I directly copied your SSML example from the README:
TTS-SSML_test.txt

$ python3 -m larynx --ssml -v southern_english_female-glow_tts < TTS-SSML_test.txt

Michael Hansen · Answer 3 · Wed Nov 03 2021 21:42:02 GMT+0800 (China Standard Time)

OK, I see what's happening now. The command-line interface for Larynx is line-based -- it assumes each line is an individual utterance. If you remove the newline characters, it should work fine.

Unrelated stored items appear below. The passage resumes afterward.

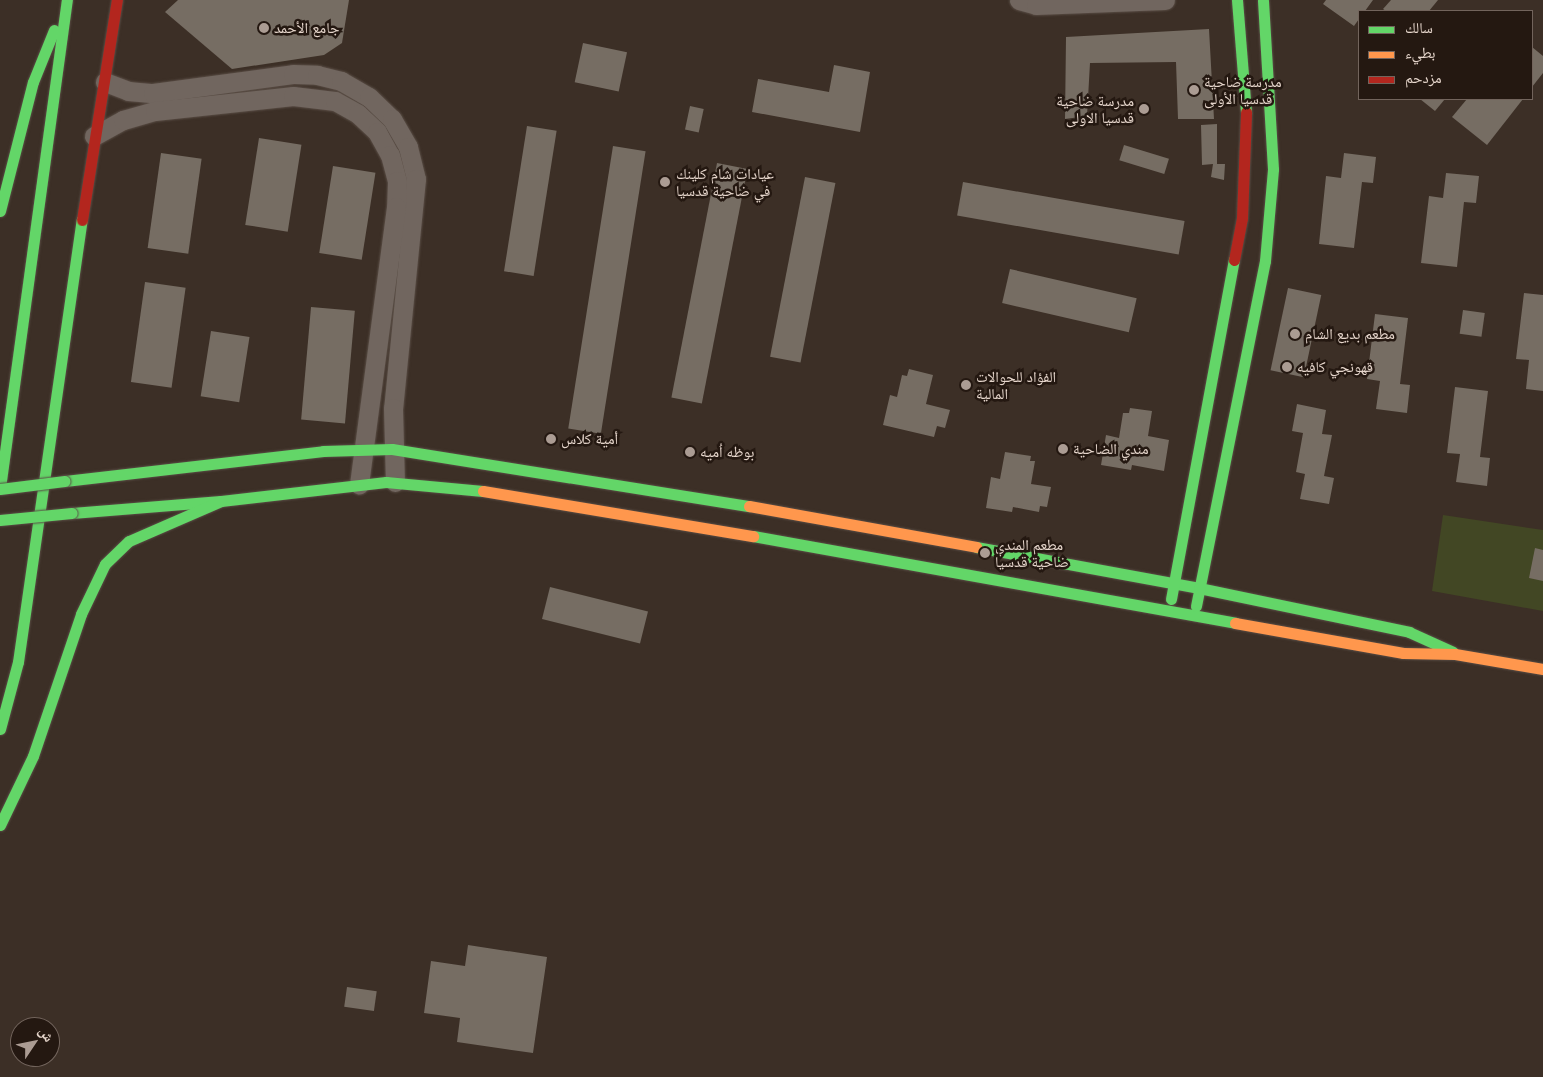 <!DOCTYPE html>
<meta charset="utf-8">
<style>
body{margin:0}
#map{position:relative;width:1543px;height:1077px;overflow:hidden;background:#3c2f26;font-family:"PT Sans","Noto Naskh Arabic",sans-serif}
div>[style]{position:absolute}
.green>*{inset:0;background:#424724}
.building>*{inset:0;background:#766d63;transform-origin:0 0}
.roads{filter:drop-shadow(0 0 1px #594d45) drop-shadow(0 0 1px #594d45)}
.street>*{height:19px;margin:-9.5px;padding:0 9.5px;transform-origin:9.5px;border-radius:9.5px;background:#71665f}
.fast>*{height:11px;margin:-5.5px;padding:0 5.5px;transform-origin:5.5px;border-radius:5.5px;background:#63d668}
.slow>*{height:11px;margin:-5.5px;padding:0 5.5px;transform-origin:5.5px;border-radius:5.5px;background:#ff974d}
.jam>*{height:11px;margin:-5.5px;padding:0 5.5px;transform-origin:5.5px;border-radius:5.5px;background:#b3261e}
.bridges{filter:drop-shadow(0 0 1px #594d45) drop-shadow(0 0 1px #594d45)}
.fast-bridge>*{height:11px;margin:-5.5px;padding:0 5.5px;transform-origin:5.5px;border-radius:5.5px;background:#63d668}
.dots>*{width:14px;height:14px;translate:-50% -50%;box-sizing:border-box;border:2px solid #241811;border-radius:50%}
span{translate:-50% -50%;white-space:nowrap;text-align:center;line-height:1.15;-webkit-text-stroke:5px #241811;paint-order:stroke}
.poi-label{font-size:15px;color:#e7d7cd}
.left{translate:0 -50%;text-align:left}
.right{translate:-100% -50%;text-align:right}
.legend{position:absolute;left:1358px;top:10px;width:175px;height:90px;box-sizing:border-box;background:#241811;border:1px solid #72645c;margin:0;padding:6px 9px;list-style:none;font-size:15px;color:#e7d7cd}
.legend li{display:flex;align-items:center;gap:10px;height:25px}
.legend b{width:25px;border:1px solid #72645c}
.north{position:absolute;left:10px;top:1017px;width:50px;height:50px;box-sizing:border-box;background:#241811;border:1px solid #72645c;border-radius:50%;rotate:56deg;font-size:14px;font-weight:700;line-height:20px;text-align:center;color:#e7d7cd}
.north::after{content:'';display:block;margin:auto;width:18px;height:22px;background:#ab9c93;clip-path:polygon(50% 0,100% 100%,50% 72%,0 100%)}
</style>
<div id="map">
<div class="green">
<i style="clip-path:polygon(1443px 515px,1543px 530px,1543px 611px,1432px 591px)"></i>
</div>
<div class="building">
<i style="clip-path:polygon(178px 0,349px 0,342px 43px,324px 55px,232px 69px,165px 12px)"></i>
<i style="clip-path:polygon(1326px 0,1373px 0,1365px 11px,1359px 11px,1359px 19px,1354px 26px,1323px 4px)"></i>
<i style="clip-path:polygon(1391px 0,1438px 0,1429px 11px,1386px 11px,1383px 9px)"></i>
<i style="clip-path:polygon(1209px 29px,1214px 119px,1178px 119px,1176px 62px,1090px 63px,1087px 116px,1065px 119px,1066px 37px)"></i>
<i style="left:583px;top:43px;width:45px;height:40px;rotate:12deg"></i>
<i style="clip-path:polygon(1532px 47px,1543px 56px,1543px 73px,1532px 87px)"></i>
<i style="clip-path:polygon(834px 65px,870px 72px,860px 132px,752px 112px,758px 79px,829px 92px)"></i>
<i style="clip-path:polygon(1420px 99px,1445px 99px,1435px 111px)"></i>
<i style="clip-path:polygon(1467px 99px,1523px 99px,1487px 145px,1452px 117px)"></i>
<i style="left:690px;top:106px;width:14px;height:24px;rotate:12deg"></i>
<i style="clip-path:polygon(1217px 124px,1217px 164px,1225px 164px,1224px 180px,1211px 177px,1213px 164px,1202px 165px,1201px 125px)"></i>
<i style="left:527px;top:126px;width:30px;height:147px;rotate:9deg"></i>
<i style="left:259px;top:138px;width:43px;height:88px;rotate:9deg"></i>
<i style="left:1124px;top:145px;width:47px;height:16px;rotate:17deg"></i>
<i style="left:613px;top:146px;width:33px;height:286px;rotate:9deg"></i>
<i style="left:161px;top:153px;width:41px;height:96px;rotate:8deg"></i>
<i style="clip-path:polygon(1344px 153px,1376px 157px,1373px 183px,1362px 182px,1354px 248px,1319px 244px,1326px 176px,1341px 178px)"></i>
<i style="left:717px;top:163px;width:31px;height:239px;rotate:11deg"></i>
<i style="left:333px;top:166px;width:43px;height:88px;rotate:9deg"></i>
<i style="clip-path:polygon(1446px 173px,1479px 176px,1476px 203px,1464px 202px,1457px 267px,1421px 263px,1429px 196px,1443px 198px)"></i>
<i style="left:805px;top:177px;width:31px;height:183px;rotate:11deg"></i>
<i style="left:963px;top:182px;width:225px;height:34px;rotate:10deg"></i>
<i style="left:1010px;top:269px;width:130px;height:35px;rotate:13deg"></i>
<i style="left:145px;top:282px;width:41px;height:101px;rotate:8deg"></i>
<i style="left:1288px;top:288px;width:34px;height:84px;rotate:12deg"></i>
<i style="clip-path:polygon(1524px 293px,1543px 295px,1543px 391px,1526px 389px,1529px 360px,1516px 359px)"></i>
<i style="left:311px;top:307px;width:44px;height:113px;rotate:5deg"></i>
<i style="left:1463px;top:310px;width:22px;height:24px;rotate:8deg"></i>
<i style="clip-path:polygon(1375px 314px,1408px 318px,1400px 384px,1410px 385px,1407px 413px,1376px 409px,1380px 381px,1367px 379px)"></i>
<i style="left:211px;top:331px;width:39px;height:66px;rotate:9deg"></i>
<i style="clip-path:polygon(909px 369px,933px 375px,926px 404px,950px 410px,945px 428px,937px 426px,934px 437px,883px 425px,890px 395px,897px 397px,902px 375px,907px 376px)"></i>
<i style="clip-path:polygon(1455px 387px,1488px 391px,1480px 457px,1490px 458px,1487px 486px,1456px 482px,1460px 454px,1447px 453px)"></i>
<i style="clip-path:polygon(1297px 404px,1326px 410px,1322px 434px,1332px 435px,1324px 476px,1334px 478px,1329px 504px,1300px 499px,1305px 474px,1296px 472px,1303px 433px,1292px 431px)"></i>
<i style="clip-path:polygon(1130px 408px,1152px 411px,1148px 436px,1169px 440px,1164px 471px,1132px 465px,1131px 470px,1101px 465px,1106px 435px,1119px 438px,1123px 413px,1129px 413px)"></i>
<i style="clip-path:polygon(1005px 452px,1031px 456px,1030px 461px,1035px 461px,1031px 484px,1051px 487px,1047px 507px,1040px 506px,1039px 512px,1013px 507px,1012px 512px,986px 508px,991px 477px,1000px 479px)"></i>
<i style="clip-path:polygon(1535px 548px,1543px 550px,1543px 581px,1529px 578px)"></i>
<i style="left:550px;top:587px;width:101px;height:33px;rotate:14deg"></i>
<i style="clip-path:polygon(468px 945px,547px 957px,533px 1053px,457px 1042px,460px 1018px,424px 1013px,431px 961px,465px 966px)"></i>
<i style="left:347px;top:987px;width:30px;height:20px;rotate:8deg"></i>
</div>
<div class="roads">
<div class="street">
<i style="left:1019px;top:0;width:18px;rotate:16deg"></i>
<i style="left:1036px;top:5px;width:129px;rotate:-2.2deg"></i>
<i style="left:105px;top:82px;width:25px;rotate:21deg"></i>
<i style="left:128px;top:91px;width:25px;rotate:5deg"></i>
<i style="left:153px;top:93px;width:141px;rotate:-7.7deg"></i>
<i style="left:293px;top:74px;width:24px;rotate:2deg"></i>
<i style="left:317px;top:75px;width:25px;rotate:14deg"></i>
<i style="left:341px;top:81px;width:32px;rotate:30deg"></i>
<i style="left:369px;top:97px;width:32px;rotate:44deg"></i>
<i style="left:392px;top:119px;width:32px;rotate:60deg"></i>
<i style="left:408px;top:147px;width:33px;rotate:76deg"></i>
<i style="left:416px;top:179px;width:230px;rotate:95.7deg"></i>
<i style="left:393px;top:408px;width:74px;rotate:88.5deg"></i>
<i style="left:94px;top:136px;width:33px;rotate:-29deg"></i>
<i style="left:123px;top:120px;width:33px;rotate:-16deg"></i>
<i style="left:155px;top:111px;width:139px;rotate:-6.2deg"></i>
<i style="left:293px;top:96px;width:42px;rotate:6.8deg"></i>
<i style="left:335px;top:101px;width:26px;rotate:29deg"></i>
<i style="left:358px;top:114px;width:26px;rotate:43deg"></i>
<i style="left:377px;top:132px;width:26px;rotate:61deg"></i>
<i style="left:390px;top:155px;width:27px;rotate:75deg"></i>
<i style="left:397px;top:181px;width:26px;rotate:92deg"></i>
<i style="left:396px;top:207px;width:280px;rotate:97.6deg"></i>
</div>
<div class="fast">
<i style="left:1237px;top:0;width:112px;rotate:85.4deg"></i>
<i style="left:0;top:211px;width:133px;rotate:-75.7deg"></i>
<i style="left:33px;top:82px;width:56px;rotate:-68deg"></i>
<i style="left:65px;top:481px;width:260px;rotate:-6.6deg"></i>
<i style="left:323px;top:451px;width:69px;rotate:-1.7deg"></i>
<i style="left:392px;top:449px;width:362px;rotate:9.1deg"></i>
<i style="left:0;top:488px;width:493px;rotate:-82.2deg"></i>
<i style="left:72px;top:513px;width:149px;rotate:-4.6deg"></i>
<i style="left:221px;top:501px;width:166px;rotate:-6.6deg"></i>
<i style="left:386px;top:482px;width:97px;rotate:5.3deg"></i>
<i style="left:753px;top:536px;width:490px;rotate:10.2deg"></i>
<i style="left:976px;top:547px;width:227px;rotate:10.4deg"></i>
<i style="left:1199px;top:588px;width:215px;rotate:11.8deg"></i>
<i style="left:1409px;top:632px;width:48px;rotate:24.4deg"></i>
<i style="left:1171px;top:599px;width:345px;rotate:-79.5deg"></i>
<i style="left:1196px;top:606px;width:352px;rotate:-78.7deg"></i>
<i style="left:1265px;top:261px;width:92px;rotate:-85deg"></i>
<i style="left:1273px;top:169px;width:169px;rotate:-93.4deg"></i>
<i style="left:0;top:729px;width:69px;rotate:-75deg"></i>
<i style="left:18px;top:662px;width:447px;rotate:-81.8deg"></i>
<i style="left:0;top:825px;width:76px;rotate:-64.4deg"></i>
<i style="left:33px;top:756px;width:150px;rotate:-71.3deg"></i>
<i style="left:81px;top:614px;width:55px;rotate:-64.4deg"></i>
<i style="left:105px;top:564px;width:33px;rotate:-44deg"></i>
<i style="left:129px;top:541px;width:100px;rotate:-23.5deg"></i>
</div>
<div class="slow">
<i style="left:483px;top:491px;width:274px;rotate:9.5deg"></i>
<i style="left:749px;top:506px;width:231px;rotate:10.2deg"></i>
<i style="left:1235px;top:623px;width:171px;rotate:10.1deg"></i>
<i style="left:1403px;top:653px;width:52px;rotate:1.1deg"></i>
<i style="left:1455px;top:654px;width:89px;rotate:9.7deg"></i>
</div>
<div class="jam">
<i style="left:82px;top:220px;width:223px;rotate:-81deg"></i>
<i style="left:1234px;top:260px;width:43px;rotate:-79.2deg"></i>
<i style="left:1242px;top:218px;width:106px;rotate:-87.8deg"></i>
</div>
</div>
<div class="bridges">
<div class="fast-bridge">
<i style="left:0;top:489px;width:65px;rotate:-7deg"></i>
<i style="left:0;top:520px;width:72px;rotate:-5.6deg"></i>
</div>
</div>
<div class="dots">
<i style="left:264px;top:28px;background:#ab9c93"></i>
<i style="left:1194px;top:90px;background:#ab9c93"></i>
<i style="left:1144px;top:109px;background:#ab9c93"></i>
<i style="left:665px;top:182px;background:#ab9c93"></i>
<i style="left:1295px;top:334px;background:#ab9c93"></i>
<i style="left:1287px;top:367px;background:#ab9c93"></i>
<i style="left:966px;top:385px;background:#ab9c93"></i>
<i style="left:551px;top:439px;background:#ab9c93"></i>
<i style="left:1063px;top:449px;background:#ab9c93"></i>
<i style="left:690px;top:452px;background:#ab9c93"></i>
<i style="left:985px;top:553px;background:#ab9c93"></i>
</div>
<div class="poi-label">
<span class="left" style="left:274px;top:28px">جامع الأحمد</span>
<span class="left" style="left:1204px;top:90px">مدرسة ضاحية<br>قدسيا الأولى</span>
<span class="right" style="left:1134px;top:109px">مدرسة ضاحية<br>قدسيا الاولى</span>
<span class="left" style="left:676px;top:182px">عيادات شام كلينك<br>في ضاحية قدسيا</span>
<span class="left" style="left:1305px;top:334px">مطعم بديع الشام</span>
<span class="left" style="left:1297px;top:367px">قهونجي كافيه</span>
<span class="left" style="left:976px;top:385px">الفؤاد للحوالات<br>المالية</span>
<span class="left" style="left:561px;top:439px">أمية كلاس</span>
<span class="left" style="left:1073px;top:449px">مندي الضاحية</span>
<span class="left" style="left:700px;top:452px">بوظه اُميه</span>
<span class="left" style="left:995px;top:553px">مطعم المندي<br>ضاحية قدسيا</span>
</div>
<ul class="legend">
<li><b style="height:6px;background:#63d668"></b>سالك</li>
<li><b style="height:6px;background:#ff974d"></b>بطيء</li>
<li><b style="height:6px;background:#b3261e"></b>مزدحم</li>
</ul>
<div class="north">ش</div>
</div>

I may need to consider if --ssml should imply reading the entire input as one utterance, or of some other flag should indicate this.

PSprague · Answer 4 · Thu Nov 04 2021 04:07:07 GMT+0800 (China Standard Time)

remove the newline characters

I'm missing something here. Are you saying to create a mixed blob of text and ssml cmds? How is that even decipherable by a human writer once the file gets more than a few "sentences"?

Here is a copy of my espeak-ng ssml file that is working well. Other than voice name this should also be able to be read by Larynx
Yakusoku-6_attacker_detail_TTS-SSML-Espeak.txt

$ espeak-ng -f Yakusoku-6_attacker_detail_TTS-SSML-Espeak.txt -s 150 -p 50 -l 30 -k20 -m

Michael Hansen · Answer 5 · Thu Nov 04 2021 04:18:07 GMT+0800 (China Standard Time)

No, I'm suggesting something like this as a workaround:

tr < Yakusoku-6_attacker_detail_TTS-SSML-Espeak.txt '\n' ' ' | bin/larynx --ssml -v en-us

If the input all goes on one line into Larynx, it will be read correctly. This is intended to allow multiple sets of sentences to come in, like:

<speak>1st set of sentences</speak>
<speak>Next set of sentences</speak>
...

but I think with SSML, people will expect it to read the entire input at once.

PSprague · Answer 6 · Thu Nov 04 2021 04:40:48 GMT+0800 (China Standard Time)

OK, stripping the newline as it "reads the file.

$ tr < Yakusoku-6_attacker_detail_TTS-SSML-Espeak.txt '\n' ' ' | python3 -m larynx --ssml -v en-us

Works well, thanks

When do you think you will be adding to the SSML set to give increased control over the delivery?

Michael Hansen · Answer 7 · Thu Nov 04 2021 21:10:52 GMT+0800 (China Standard Time)

What sorts of SSML tags do you think would be most useful?

PSprague · Answer 8 · Fri Nov 05 2021 00:35:30 GMT+0800 (China Standard Time)

TTS and SSML very new to me, with my background being more on computer-vision and DL to assess ecological impacts.

I guess it really comes back to interests and/or business case. Are you wanting to create a self-hosted TTS solution using ML technigues to provide alternatives to Azure or Google? Then I would follow their sub-sets of SSML. Otherwise if wanting to use for more specific cases, then honing the sub-set to what enhances that usage might be the preferred development direction.

For my usage, based on https://www.w3.org/TR/speech-synthesis11/#S3.2, I think having control of the voice characteristics via "3.2.4 prosody Element" would be good.

Michael Hansen · Answer 9 · Fri Nov 12 2021 05:46:49 GMT+0800 (China Standard Time)

Fixed the --ssml input mode in Larynx 1.1 (it now reads the entire input).

Regarding prosody, I can control the rate and volume with GlowTTS (Larynx's TTS model), but pitch and contour aren't something that can be changed in the model.